It was a good system largely divorced from any kind of economic pressures.
Murder Hobos who matriculated from their various local village groups brought their local religious brand-marketing with them on their various adventures. The blacksmith from the mountains, now a Fighter of great renown and levels, dedicated his silver hammer to Thor. The Elven Druid wore dozens of Ehlonna-based clinking silver and bronze medallions around her neck and exhorted the party, in her Goddess’s name, to hug the badgers. And the Llolth-worshipping Thief, once a proud dues-paying member of the Dark Elven Milliner Guild (“a good black gentleman’s hat will last a lifetime!”) left those damn little spider-embossed berets at every Inn.
Then, as all things do, the fire started with the tiniest of sparks. One small, nearly forgotten Sheep Goddess needed more worshippers or else she faced the worst in God-based bankruptcy: fading away into irrelevance. Other Gods she knew had faded and died. She was not letting it happen to her, sheep or no sheep.
To gain more worshippers, the Sheep Goddess, with great grit and determination, decided upon a new and aggressive business strategy. Instead of simply offering better services through her clerics at lower prices and polishing up her brand marketing position, she went on a different track. She was debt financing business growth.
The Sheep Goddess ordered her clerics to execute a small acquisition at the next village up the street.
Unused to this sort of activity, considering the Clerics were sheep-based Clerics, and lacking money to bribe the local people, the Clerics approached the Transmuter Bankers (“Available at any red colored table in any reasonably sized municipal square near you – look for the tassels!”) for a loan. The bankers provided the Clerics surprisingly low and reasonable rates on a generous repayment schedule.
“Incorporate and acquire,” the Bankers urged the Clerics. “It will serve you well.”
The clerics wheeled up the street and offered their fellow nearby Clerics a deal they couldn’t refuse. They were buying them out. Merging. More worshippers meant more money meant bigger temples meant more aggressive marketing to further villages. Together, their two Sheep Goddesses would grow – and together, sell t-shirts. It would work, the Clerics said. Their Goddess said so.
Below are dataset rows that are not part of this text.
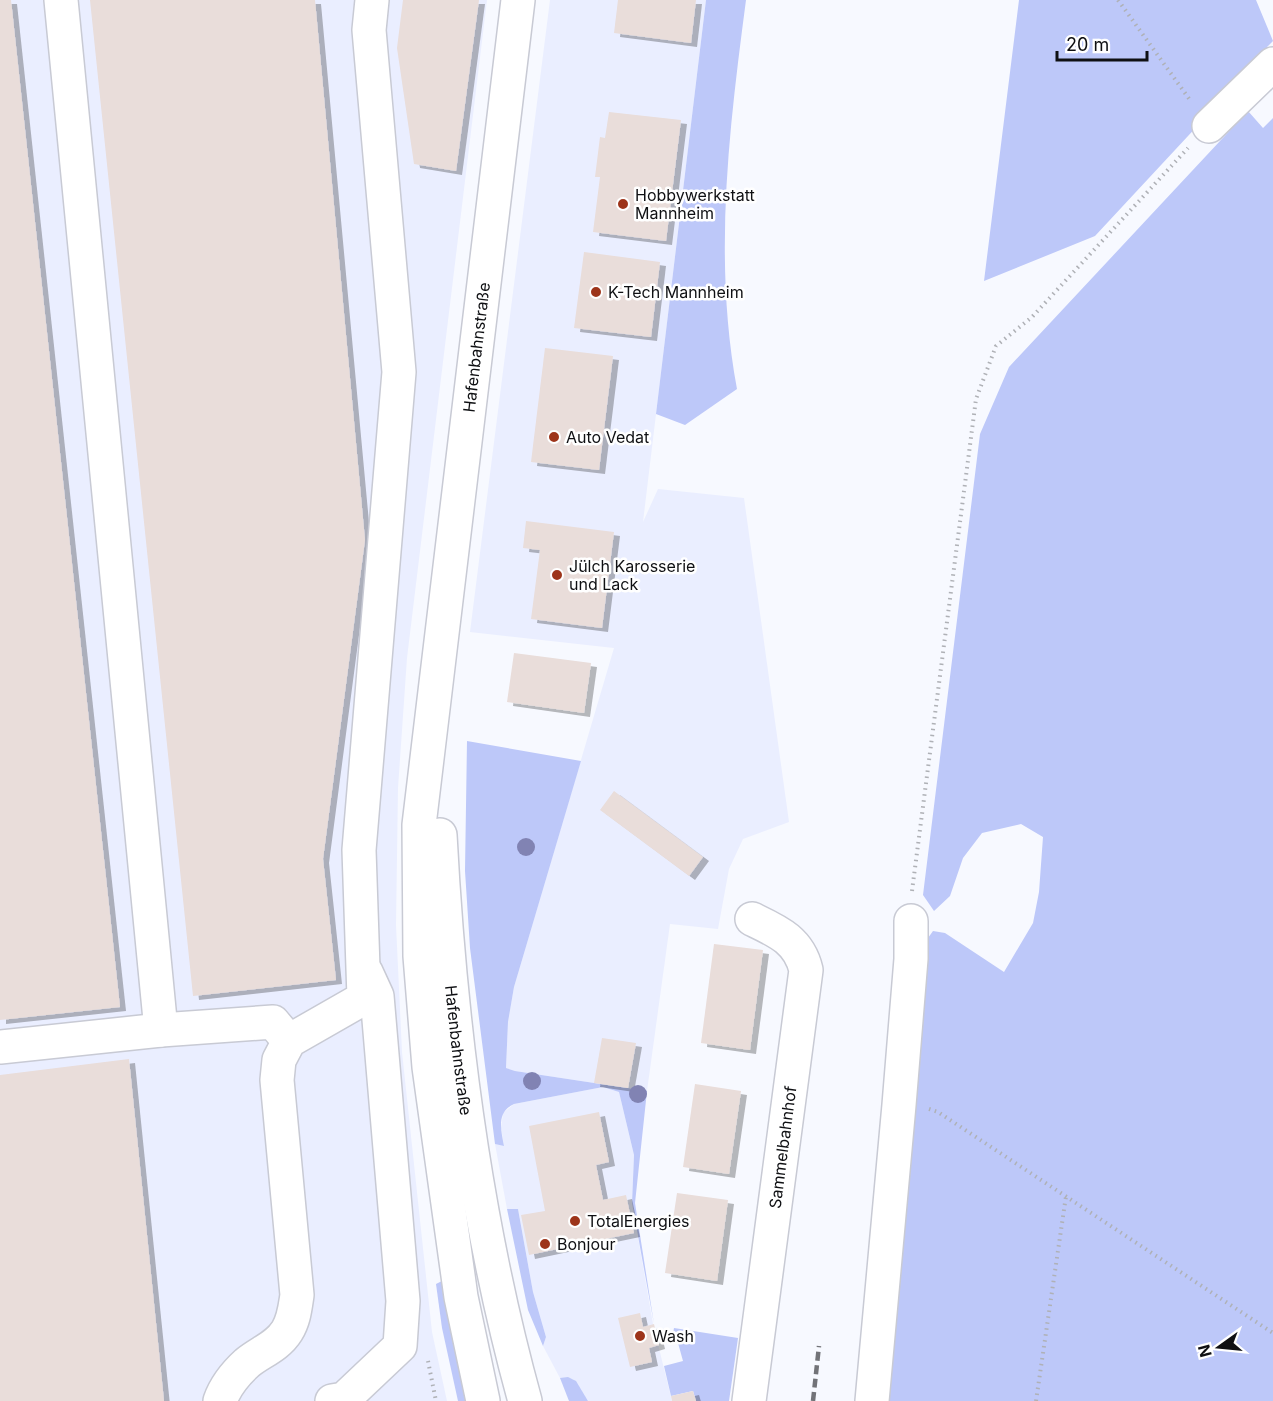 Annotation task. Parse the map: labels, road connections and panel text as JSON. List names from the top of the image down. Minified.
{"streets":{"street":["Hafenbahnstraße","Sammelbahnhof"]},"places":["Hobbywerkstatt Mannheim","K-Tech Mannheim","Auto Vedat","Jülch Karosserie und Lack","TotalEnergies","Bonjour","Wash"],"scale_bar":"20 m","north":"left"} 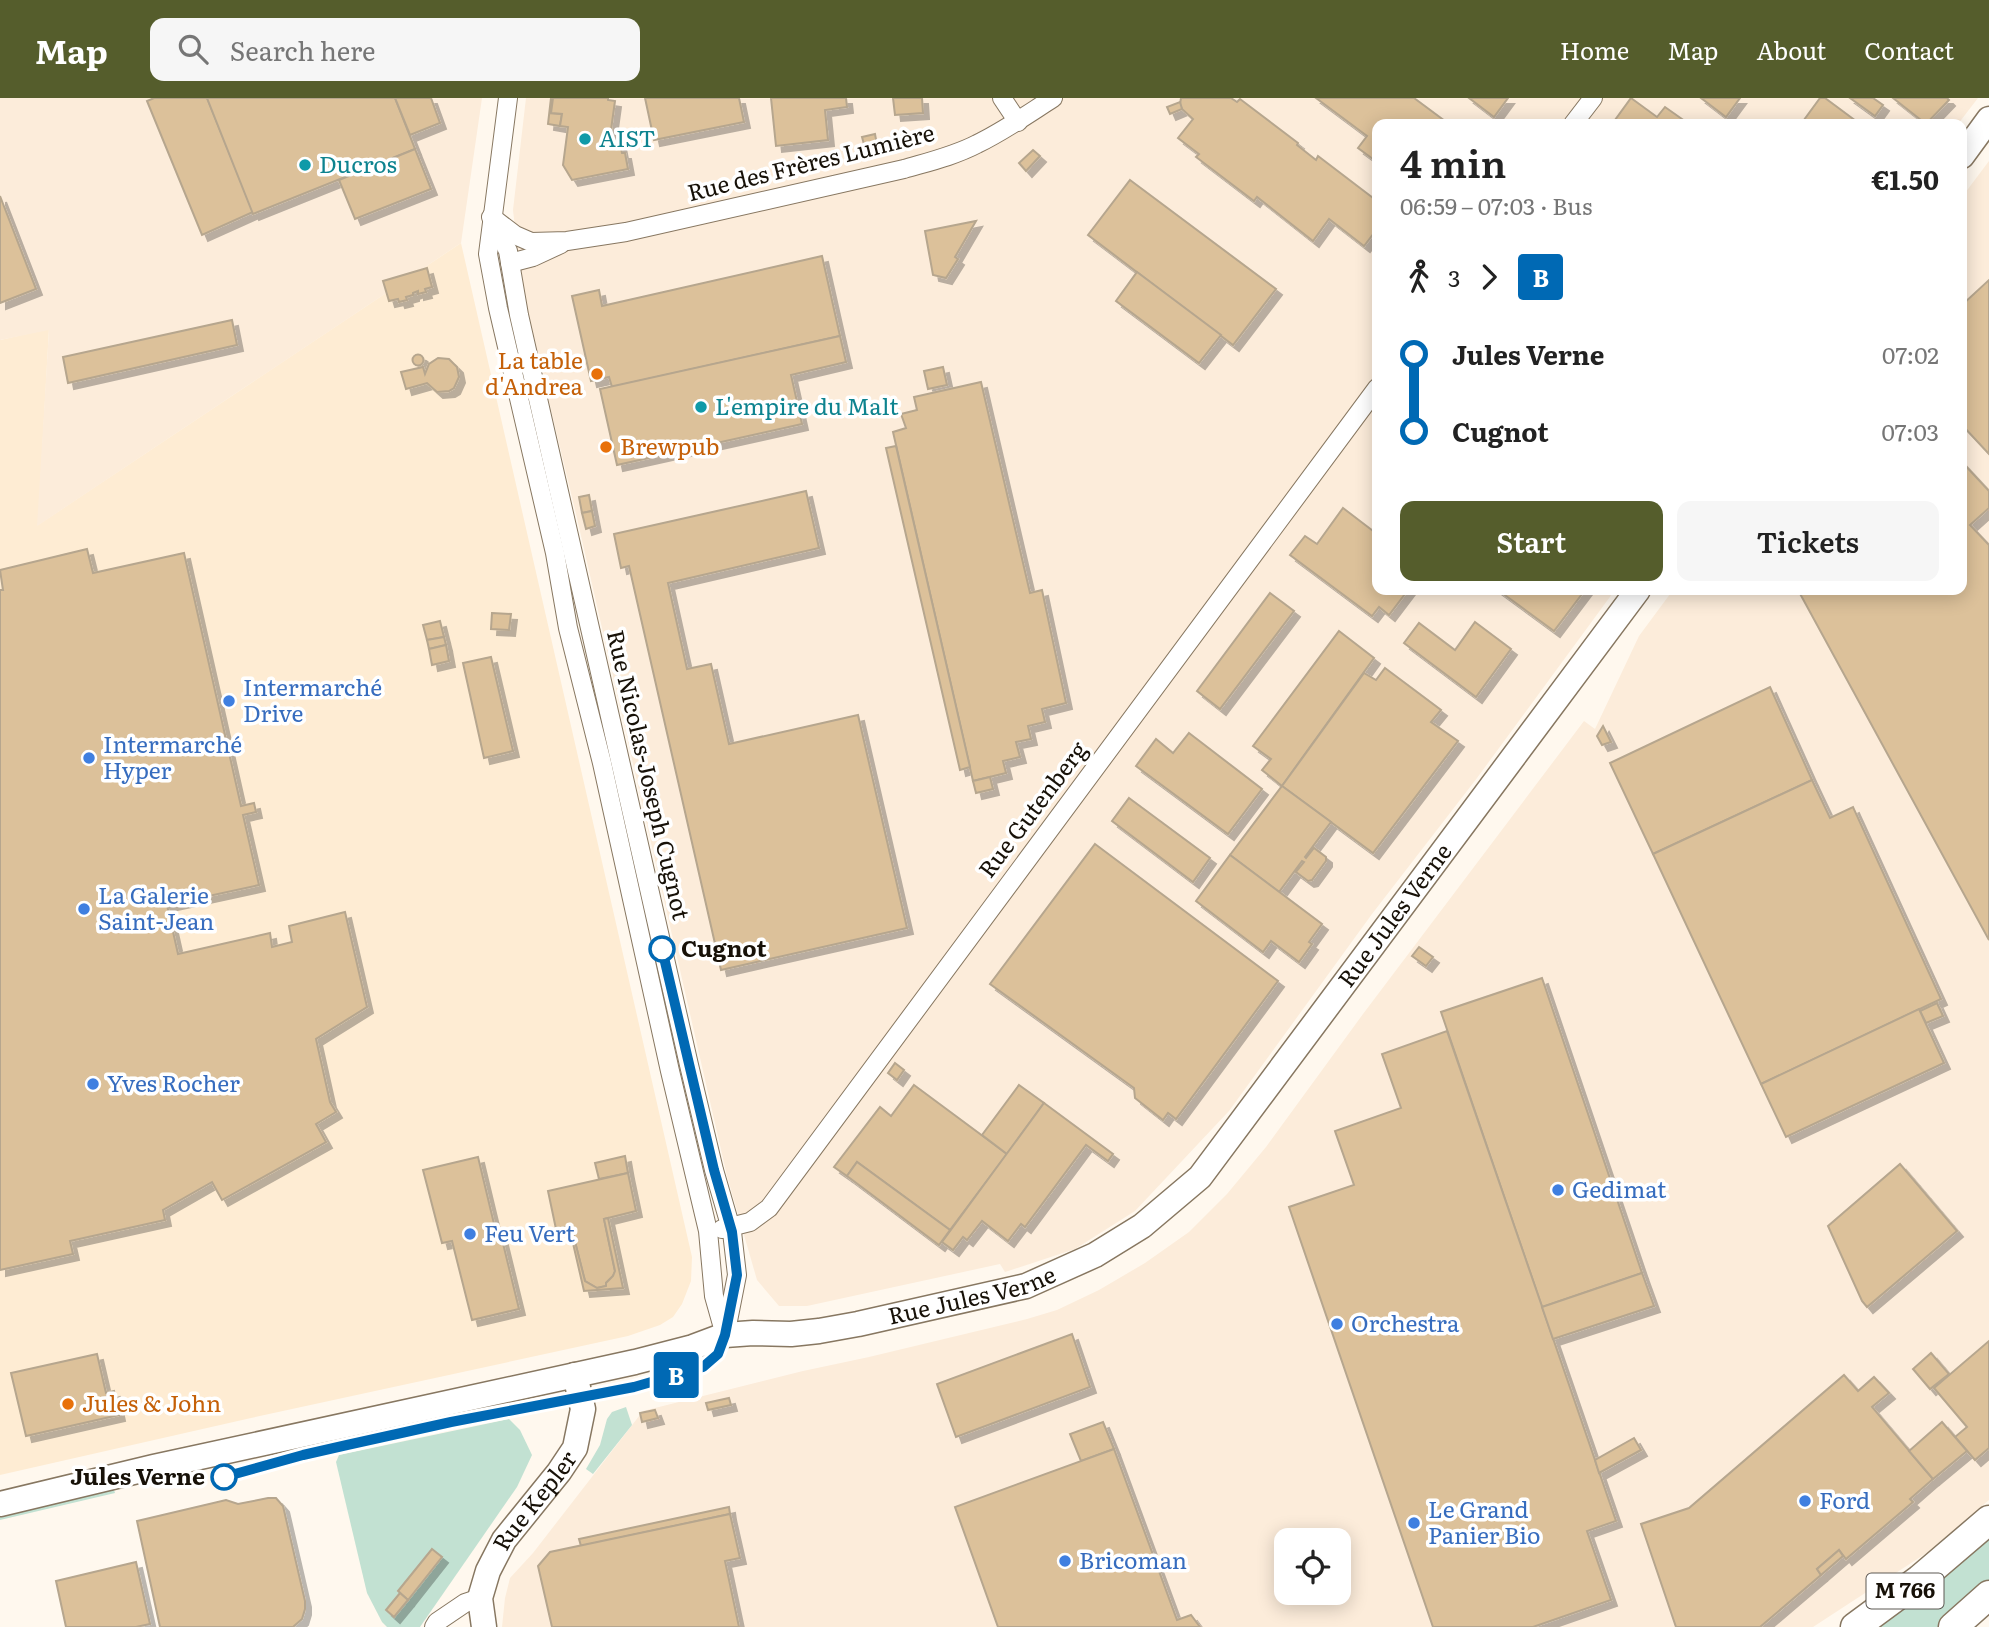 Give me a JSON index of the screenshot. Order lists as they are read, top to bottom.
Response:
{
  "streets": {
    "main road": ["Rue Jules Verne", "Rue Kepler", "M 766"],
    "street": ["Rue des Frères Lumière", "Rue Nicolas-Joseph Cugnot", "Rue Gutenberg"]
  },
  "crossings": [
    ["Rue des Frères Lumière", "Rue Nicolas-Joseph Cugnot"],
    ["Rue Nicolas-Joseph Cugnot", "Rue Gutenberg"],
    ["Rue Nicolas-Joseph Cugnot", "Rue Jules Verne"],
    ["Rue Jules Verne", "Rue Kepler"]
  ],
  "places": [
    "AIST",
    "Ducros",
    "La table d'Andrea",
    "L'empire du Malt",
    "Brewpub",
    "Intermarché Drive",
    "Intermarché Hyper",
    "La Galerie Saint-Jean",
    "Cugnot",
    "Yves Rocher",
    "Gedimat",
    "Feu Vert",
    "Orchestra",
    "Jules & John",
    "Jules Verne",
    "Ford",
    "Le Grand Panier Bio",
    "Bricoman"
  ],
  "lines": ["bus line B"],
  "page": {
    "header": "Map",
    "search": "Search here",
    "nav": [
      "Home",
      "Map",
      "About",
      "Contact"
    ],
    "on_map": "B",
    "heading": ["4 min", "06:59 – 07:03 · Bus", "€1.50"],
    "legs": ["3", "B"],
    "list": [
      {
        "name": "Jules Verne",
        "value": "07:02"
      },
      {
        "name": "Cugnot",
        "value": "07:03"
      }
    ],
    "buttons": ["Start", "Tickets"]
  }
} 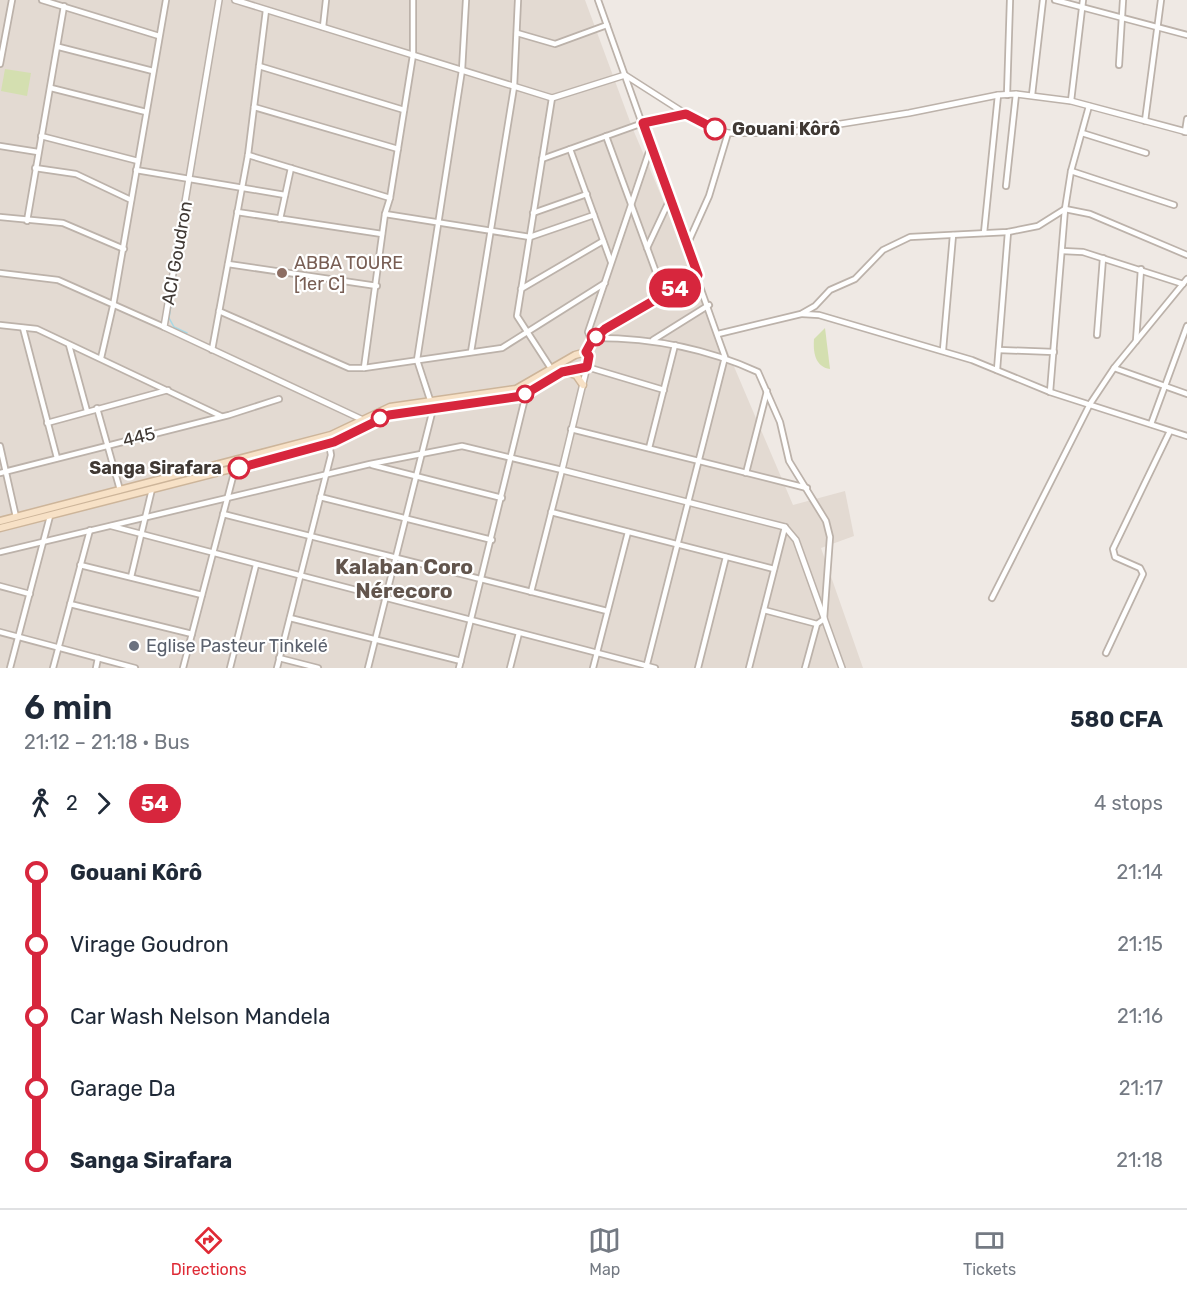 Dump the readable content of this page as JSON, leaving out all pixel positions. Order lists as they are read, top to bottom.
{
  "streets": {
    "street": ["ACI Goudron", "445"]
  },
  "districts": ["Kalaban Coro Nérecoro"],
  "places": [
    "Gouani Kôrô",
    "ABBA TOURE [1er C]",
    "Sanga Sirafara",
    "Eglise Pasteur Tinkelé"
  ],
  "lines": ["bus line 54"],
  "page": {
    "on_map": "54",
    "heading": ["6 min", "21:12 – 21:18 · Bus", "580 CFA"],
    "legs": ["2", "54", "4 stops"],
    "list": [
      {
        "name": "Gouani Kôrô",
        "value": "21:14"
      },
      {
        "name": "Virage Goudron",
        "value": "21:15"
      },
      {
        "name": "Car Wash Nelson Mandela",
        "value": "21:16"
      },
      {
        "name": "Garage Da",
        "value": "21:17"
      },
      {
        "name": "Sanga Sirafara",
        "value": "21:18"
      }
    ],
    "tabs": ["Directions", "Map", "Tickets"]
  }
}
She was right. It did work.
In the name of the Sheep Goddess, now two Sheep Goddesses under one united Sheep financial banner, the Clerics closed on the first great God Merger and Acquisition. As Sheep United grew, it acquired more rural Sheep Goddesses and Sheep Clerics. In a burst of sudden financial excitement, Sheep United open its temples to non-Sheep-worshipping religious-based investors. (“Invest now for your salvation and delicious lamb kabob dinner!”) The Clerics of Sheep United, once simply shepherds to the souls of their flock and ministers to the sick, sat in board meetings deciding this season’s new line of sheep-based mystical amulets while strategizing diversifying their Sheep God portfolio into a more Global Harvest Brand.
The other Gods watched the Sheep Goddess grow. And they did not sit this one out.
Mergers, Franchises and Co-Ops
Religious business growth exploded. Those who could, merged. Those who did not, withered and faded. After the shakeout, this intense business growth took three major forms.
Mergers and Acquisitions
The most common form of religious business growth, Gods found if they merged their temples, heroes, brand strategies, and worshippers together they walked away stronger as a collective unified with a clear menu of expected services while maintaining separate loose brand division identities. Mergers were popular, projected a clear message to the religious customers, and produced stronger God-based brands.
For example, Zeus (far West), Thor (far North) and Indra (far East) were all independent Thunder Gods with their own aims, wishes and desires. They had their own unique form of branding, services, temples, stories and worship even though they offered clerics with the same essential service: blowing up enemies with well-placed lightning bolts. When these Gods merged into Thunder, Inc. (a Zeus Co Company), they homogenized their religious and clerical offerings while keeping the same quirky feel in their local services the worshippers knew and loved. One knew what one was getting when a Thunder, Inc. Cleric joined the party: a fine offering of healing and weather spells, thunder-bolt based iconography, and some serious hurt meted out to the undead.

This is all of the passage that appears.